To evaluate partitioning, a runtime framework has to be built to overcome the obstacles posed by heterogeneous processors. Since the address spaces of processors are different, pointers are not portable. The runtime framework has to perform some address translation so that all the processors can work on different partitions of an array. If the caches are not coherent, then the runtime should provide API to flush or invalidate caches so that processors read the updated values.
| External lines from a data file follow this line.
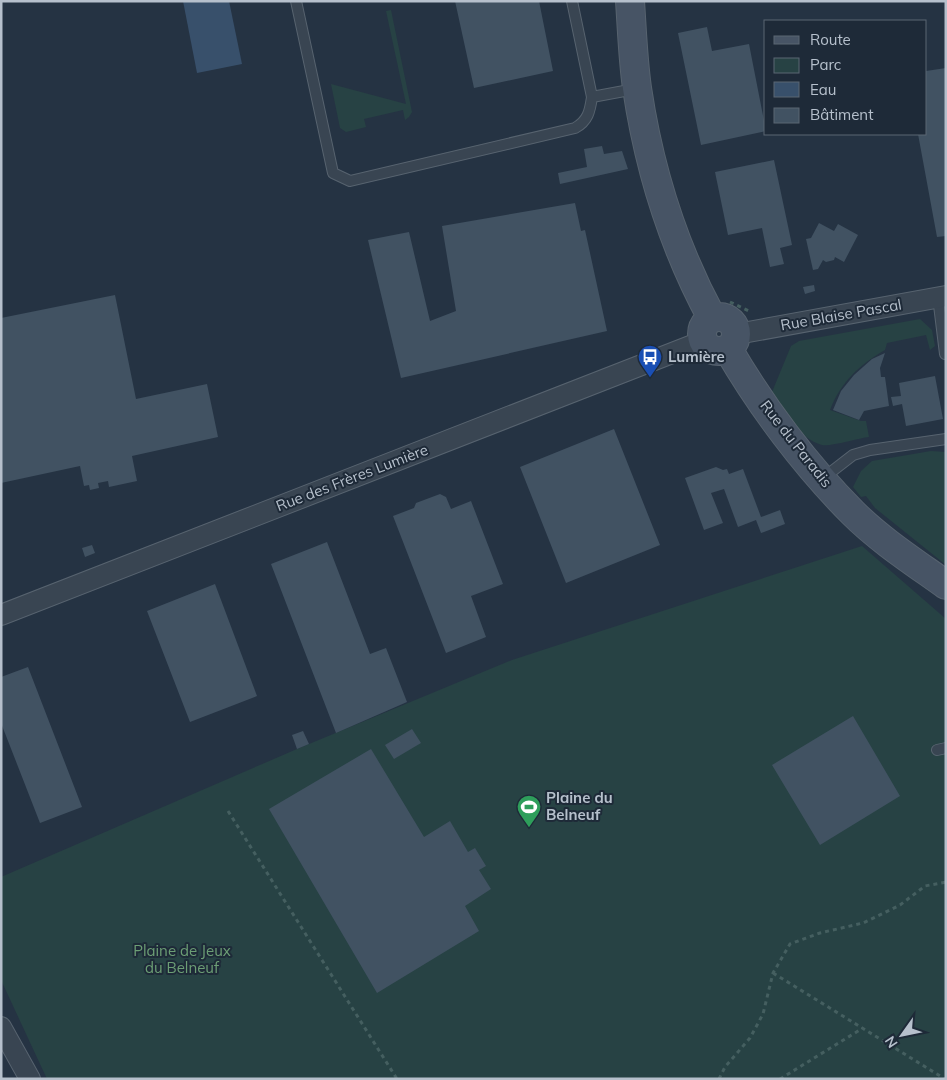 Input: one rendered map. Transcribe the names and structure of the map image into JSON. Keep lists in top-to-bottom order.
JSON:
{
  "streets": {
    "street": ["Rue Blaise Pascal", "Rue du Paradis", "Rue des Frères Lumière"]
  },
  "crossings": [
    ["Rue Blaise Pascal", "Rue du Paradis"],
    ["Rue Blaise Pascal", "Rue des Frères Lumière"],
    ["Rue du Paradis", "Rue des Frères Lumière"]
  ],
  "parks": ["Plaine de Jeux du Belneuf"],
  "places": {
    "bus stop": ["Lumière"],
    "sports": ["Plaine du Belneuf"]
  },
  "legend": [
    "Route",
    "Parc",
    "Eau",
    "Bâtiment"
  ],
  "north": "bottom left"
}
#### **1.1.2 Compiler Framework**

Once the partitioning problem is solved, the next task is to develop a compiler framework to automatically map data-parallel OpenMP programs to heterogeneous processors. OpenMP is a popular high-level parallel programming model and is widely supported on parallel hardware. Programmers only need to express parallelism without concern as to the mapping and scheduling of work to the underlying platform. Due to the wide availability of OpenMP libraries, it also offers some degree of performance portability. OpenMP, however, is not directly supported on heterogeneous systems, due to lack of coherent shared memory and multiple operating systems. Exploiting heterogeneity is avoided, and only the CPUs are utilised by the OpenMP runtime. The standard method of accessing non-CPU cores is to use them as accelerators accessed via platform specific libraries. This style of programming requires the application to be first split into separate tasks that fit the library API. The main CPU then acts as a coordinator using a Master/Slave programming model. Although this approach means that the programmer does not have to deal with different operating systems and manage memory coherence, it is highly system specific and may introduce excessive data traffic. Furthermore, it requires the programmer to perform platform-specific lowlevel partitioning of work into parallel activities. While this approach may work for specialised applications, it is not suitable for general data-parallel programs.

#### 1.1.3 Power Budget

Power is a first class constraint in modern processor design. It is the driving force behind the shift to multi-cores in today's computing systems. Ever-higher clock frequency scaling is unsustainable due to power-density and thermal limitations [105]. Parallel programming on multiple cores has the potential for increased performance without increased power. Power is also the reason for increased processor heterogeneity. Dark silicon [45] suggests that as it will not be possible to simultaneously power-up all the cores on a chip, cores should be specialised to best utilise the available power.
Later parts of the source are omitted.